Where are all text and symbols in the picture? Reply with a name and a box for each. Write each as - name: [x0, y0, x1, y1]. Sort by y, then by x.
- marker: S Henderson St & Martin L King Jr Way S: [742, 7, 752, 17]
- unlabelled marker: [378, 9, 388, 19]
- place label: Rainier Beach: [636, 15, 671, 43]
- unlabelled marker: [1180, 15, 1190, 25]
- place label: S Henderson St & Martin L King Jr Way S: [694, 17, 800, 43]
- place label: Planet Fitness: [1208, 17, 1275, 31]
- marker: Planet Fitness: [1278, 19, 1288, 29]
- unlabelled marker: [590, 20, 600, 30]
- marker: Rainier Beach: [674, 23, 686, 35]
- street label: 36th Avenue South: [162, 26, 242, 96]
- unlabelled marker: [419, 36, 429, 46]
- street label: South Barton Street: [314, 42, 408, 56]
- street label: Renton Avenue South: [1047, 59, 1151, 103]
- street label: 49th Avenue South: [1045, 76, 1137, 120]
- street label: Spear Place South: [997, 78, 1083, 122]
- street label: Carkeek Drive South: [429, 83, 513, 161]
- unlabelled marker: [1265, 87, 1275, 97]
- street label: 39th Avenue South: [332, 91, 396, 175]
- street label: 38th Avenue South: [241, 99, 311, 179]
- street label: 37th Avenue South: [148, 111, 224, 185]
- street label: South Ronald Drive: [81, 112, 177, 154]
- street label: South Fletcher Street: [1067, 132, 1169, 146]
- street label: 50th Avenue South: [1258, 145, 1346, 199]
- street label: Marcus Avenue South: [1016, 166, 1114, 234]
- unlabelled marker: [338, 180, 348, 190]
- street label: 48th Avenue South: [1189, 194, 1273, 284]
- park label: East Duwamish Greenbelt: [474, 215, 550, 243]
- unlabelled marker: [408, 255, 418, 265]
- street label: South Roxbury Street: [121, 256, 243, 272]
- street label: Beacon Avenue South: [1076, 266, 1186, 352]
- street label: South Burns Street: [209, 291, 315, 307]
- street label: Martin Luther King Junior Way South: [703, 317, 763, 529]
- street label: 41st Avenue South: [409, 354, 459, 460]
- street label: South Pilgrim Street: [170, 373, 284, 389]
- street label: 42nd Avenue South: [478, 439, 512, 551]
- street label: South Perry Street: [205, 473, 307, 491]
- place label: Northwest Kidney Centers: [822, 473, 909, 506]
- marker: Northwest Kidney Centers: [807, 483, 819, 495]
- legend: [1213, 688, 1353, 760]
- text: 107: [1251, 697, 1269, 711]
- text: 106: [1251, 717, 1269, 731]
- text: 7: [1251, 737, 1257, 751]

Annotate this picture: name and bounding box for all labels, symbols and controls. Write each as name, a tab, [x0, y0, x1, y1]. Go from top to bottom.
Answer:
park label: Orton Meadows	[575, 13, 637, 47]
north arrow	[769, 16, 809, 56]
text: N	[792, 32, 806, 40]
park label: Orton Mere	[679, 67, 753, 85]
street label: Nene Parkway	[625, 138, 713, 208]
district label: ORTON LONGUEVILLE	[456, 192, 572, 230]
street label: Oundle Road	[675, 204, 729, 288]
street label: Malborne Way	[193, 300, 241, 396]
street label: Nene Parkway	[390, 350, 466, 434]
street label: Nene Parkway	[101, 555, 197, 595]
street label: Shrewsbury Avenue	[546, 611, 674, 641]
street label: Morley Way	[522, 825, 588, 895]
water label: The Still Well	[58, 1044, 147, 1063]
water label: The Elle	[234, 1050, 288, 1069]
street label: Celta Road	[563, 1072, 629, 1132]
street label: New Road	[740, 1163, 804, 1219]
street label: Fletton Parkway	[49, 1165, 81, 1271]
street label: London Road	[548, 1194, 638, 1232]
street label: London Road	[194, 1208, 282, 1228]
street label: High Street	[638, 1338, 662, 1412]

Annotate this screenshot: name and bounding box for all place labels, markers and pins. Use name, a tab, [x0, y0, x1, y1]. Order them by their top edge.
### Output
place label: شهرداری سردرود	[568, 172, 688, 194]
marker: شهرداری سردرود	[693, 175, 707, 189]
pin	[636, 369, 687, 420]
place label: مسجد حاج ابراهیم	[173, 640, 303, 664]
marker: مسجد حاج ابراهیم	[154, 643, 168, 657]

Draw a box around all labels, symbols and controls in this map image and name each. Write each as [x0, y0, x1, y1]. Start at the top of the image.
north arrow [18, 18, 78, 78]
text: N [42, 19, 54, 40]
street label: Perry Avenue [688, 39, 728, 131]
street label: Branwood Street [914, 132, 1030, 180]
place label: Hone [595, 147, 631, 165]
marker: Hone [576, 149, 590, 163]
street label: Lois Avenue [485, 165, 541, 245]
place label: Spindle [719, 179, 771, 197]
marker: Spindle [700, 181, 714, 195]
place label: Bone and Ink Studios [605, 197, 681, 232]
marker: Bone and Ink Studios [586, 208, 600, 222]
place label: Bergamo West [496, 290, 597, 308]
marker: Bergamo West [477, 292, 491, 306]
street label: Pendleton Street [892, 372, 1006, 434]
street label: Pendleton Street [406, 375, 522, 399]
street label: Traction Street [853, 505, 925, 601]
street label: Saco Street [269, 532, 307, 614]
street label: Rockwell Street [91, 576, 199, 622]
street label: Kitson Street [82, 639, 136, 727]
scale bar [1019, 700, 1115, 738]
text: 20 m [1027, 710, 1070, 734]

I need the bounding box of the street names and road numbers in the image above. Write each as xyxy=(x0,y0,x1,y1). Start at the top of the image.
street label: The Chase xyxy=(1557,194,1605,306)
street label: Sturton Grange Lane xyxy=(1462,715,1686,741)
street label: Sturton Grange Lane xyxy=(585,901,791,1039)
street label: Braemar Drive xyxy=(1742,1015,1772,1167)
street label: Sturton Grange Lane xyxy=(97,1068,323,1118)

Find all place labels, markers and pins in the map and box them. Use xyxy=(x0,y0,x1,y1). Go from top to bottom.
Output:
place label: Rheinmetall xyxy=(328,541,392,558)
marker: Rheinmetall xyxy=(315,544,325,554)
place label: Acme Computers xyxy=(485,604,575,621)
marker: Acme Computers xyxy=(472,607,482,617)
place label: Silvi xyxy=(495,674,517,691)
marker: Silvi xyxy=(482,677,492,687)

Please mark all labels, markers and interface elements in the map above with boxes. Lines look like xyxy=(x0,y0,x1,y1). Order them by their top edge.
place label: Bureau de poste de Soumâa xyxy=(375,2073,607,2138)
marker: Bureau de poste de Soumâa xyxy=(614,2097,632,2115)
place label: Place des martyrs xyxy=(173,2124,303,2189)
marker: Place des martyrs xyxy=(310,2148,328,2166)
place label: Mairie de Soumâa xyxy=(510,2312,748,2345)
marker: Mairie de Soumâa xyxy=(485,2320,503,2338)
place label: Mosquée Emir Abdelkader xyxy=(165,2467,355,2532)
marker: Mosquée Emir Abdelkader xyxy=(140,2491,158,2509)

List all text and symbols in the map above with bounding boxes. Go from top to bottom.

• _Your goal_
Repeat the material above in full so that each line matches the original exactly.

• _Exercise result_
Where are all text and symbols in the picture? Reply with a name and a box for each. Write each as - name: [x0, y0, x1, y1]. Sort by y, then by x.
- marker: S Henderson St & Martin L King Jr Way S: [742, 7, 752, 17]
- unlabelled marker: [378, 9, 388, 19]
- place label: Rainier Beach: [636, 15, 671, 43]
- unlabelled marker: [1180, 15, 1190, 25]
- place label: S Henderson St & Martin L King Jr Way S: [694, 17, 800, 43]
- place label: Planet Fitness: [1208, 17, 1275, 31]
- marker: Planet Fitness: [1278, 19, 1288, 29]
- unlabelled marker: [590, 20, 600, 30]
- marker: Rainier Beach: [674, 23, 686, 35]
- street label: 36th Avenue South: [162, 26, 242, 96]
- unlabelled marker: [419, 36, 429, 46]
- street label: South Barton Street: [314, 42, 408, 56]
- street label: Renton Avenue South: [1047, 59, 1151, 103]
- street label: 49th Avenue South: [1045, 76, 1137, 120]
- street label: Spear Place South: [997, 78, 1083, 122]
- street label: Carkeek Drive South: [429, 83, 513, 161]
- unlabelled marker: [1265, 87, 1275, 97]
- street label: 39th Avenue South: [332, 91, 396, 175]
- street label: 38th Avenue South: [241, 99, 311, 179]
- street label: 37th Avenue South: [148, 111, 224, 185]
- street label: South Ronald Drive: [81, 112, 177, 154]
- street label: South Fletcher Street: [1067, 132, 1169, 146]
- street label: 50th Avenue South: [1258, 145, 1346, 199]
- street label: Marcus Avenue South: [1016, 166, 1114, 234]
- unlabelled marker: [338, 180, 348, 190]
- street label: 48th Avenue South: [1189, 194, 1273, 284]
- park label: East Duwamish Greenbelt: [474, 215, 550, 243]
- unlabelled marker: [408, 255, 418, 265]
- street label: South Roxbury Street: [121, 256, 243, 272]
- street label: Beacon Avenue South: [1076, 266, 1186, 352]
- street label: South Burns Street: [209, 291, 315, 307]
- street label: Martin Luther King Junior Way South: [703, 317, 763, 529]
- street label: 41st Avenue South: [409, 354, 459, 460]
- street label: South Pilgrim Street: [170, 373, 284, 389]
- street label: 42nd Avenue South: [478, 439, 512, 551]
- street label: South Perry Street: [205, 473, 307, 491]
- place label: Northwest Kidney Centers: [822, 473, 909, 506]
- marker: Northwest Kidney Centers: [807, 483, 819, 495]
- legend: [1213, 688, 1353, 760]
- text: 107: [1251, 697, 1269, 711]
- text: 106: [1251, 717, 1269, 731]
- text: 7: [1251, 737, 1257, 751]

Annotate this picture: name and bounding box for all labels, symbols and controls. Write each as name, a tab, [x0, y0, x1, y1]. Go from top to bottom.
Answer:
park label: Orton Meadows	[575, 13, 637, 47]
north arrow	[769, 16, 809, 56]
text: N	[792, 32, 806, 40]
park label: Orton Mere	[679, 67, 753, 85]
street label: Nene Parkway	[625, 138, 713, 208]
district label: ORTON LONGUEVILLE	[456, 192, 572, 230]
street label: Oundle Road	[675, 204, 729, 288]
street label: Malborne Way	[193, 300, 241, 396]
street label: Nene Parkway	[390, 350, 466, 434]
street label: Nene Parkway	[101, 555, 197, 595]
street label: Shrewsbury Avenue	[546, 611, 674, 641]
street label: Morley Way	[522, 825, 588, 895]
water label: The Still Well	[58, 1044, 147, 1063]
water label: The Elle	[234, 1050, 288, 1069]
street label: Celta Road	[563, 1072, 629, 1132]
street label: New Road	[740, 1163, 804, 1219]
street label: Fletton Parkway	[49, 1165, 81, 1271]
street label: London Road	[548, 1194, 638, 1232]
street label: London Road	[194, 1208, 282, 1228]
street label: High Street	[638, 1338, 662, 1412]

Annotate this screenshot: name and bounding box for all place labels, markers and pins. Use name, a tab, [x0, y0, x1, y1]. Order them by their top edge.
### Output
place label: شهرداری سردرود	[568, 172, 688, 194]
marker: شهرداری سردرود	[693, 175, 707, 189]
pin	[636, 369, 687, 420]
place label: مسجد حاج ابراهیم	[173, 640, 303, 664]
marker: مسجد حاج ابراهیم	[154, 643, 168, 657]

Draw a box around all labels, symbols and controls in this map image and name each. Write each as [x0, y0, x1, y1]. Start at the top of the image.
north arrow [18, 18, 78, 78]
text: N [42, 19, 54, 40]
street label: Perry Avenue [688, 39, 728, 131]
street label: Branwood Street [914, 132, 1030, 180]
place label: Hone [595, 147, 631, 165]
marker: Hone [576, 149, 590, 163]
street label: Lois Avenue [485, 165, 541, 245]
place label: Spindle [719, 179, 771, 197]
marker: Spindle [700, 181, 714, 195]
place label: Bone and Ink Studios [605, 197, 681, 232]
marker: Bone and Ink Studios [586, 208, 600, 222]
place label: Bergamo West [496, 290, 597, 308]
marker: Bergamo West [477, 292, 491, 306]
street label: Pendleton Street [892, 372, 1006, 434]
street label: Pendleton Street [406, 375, 522, 399]
street label: Traction Street [853, 505, 925, 601]
street label: Saco Street [269, 532, 307, 614]
street label: Rockwell Street [91, 576, 199, 622]
street label: Kitson Street [82, 639, 136, 727]
scale bar [1019, 700, 1115, 738]
text: 20 m [1027, 710, 1070, 734]

I need the bounding box of the street names and road numbers in the image above. Write each as xyxy=(x0,y0,x1,y1). Start at the top of the image.
street label: The Chase xyxy=(1557,194,1605,306)
street label: Sturton Grange Lane xyxy=(1462,715,1686,741)
street label: Sturton Grange Lane xyxy=(585,901,791,1039)
street label: Braemar Drive xyxy=(1742,1015,1772,1167)
street label: Sturton Grange Lane xyxy=(97,1068,323,1118)

Find all place labels, markers and pins in the map and box them. Use xyxy=(x0,y0,x1,y1). Go from top to bottom.
Output:
place label: Rheinmetall xyxy=(328,541,392,558)
marker: Rheinmetall xyxy=(315,544,325,554)
place label: Acme Computers xyxy=(485,604,575,621)
marker: Acme Computers xyxy=(472,607,482,617)
place label: Silvi xyxy=(495,674,517,691)
marker: Silvi xyxy=(482,677,492,687)

Please mark all labels, markers and interface elements in the map above with boxes. Lines look like xyxy=(x0,y0,x1,y1). Order them by their top edge.
place label: Bureau de poste de Soumâa xyxy=(375,2073,607,2138)
marker: Bureau de poste de Soumâa xyxy=(614,2097,632,2115)
place label: Place des martyrs xyxy=(173,2124,303,2189)
marker: Place des martyrs xyxy=(310,2148,328,2166)
place label: Mairie de Soumâa xyxy=(510,2312,748,2345)
marker: Mairie de Soumâa xyxy=(485,2320,503,2338)
place label: Mosquée Emir Abdelkader xyxy=(165,2467,355,2532)
marker: Mosquée Emir Abdelkader xyxy=(140,2491,158,2509)

List all text and symbols in the map above with bounding boxes. Go from top to bottom.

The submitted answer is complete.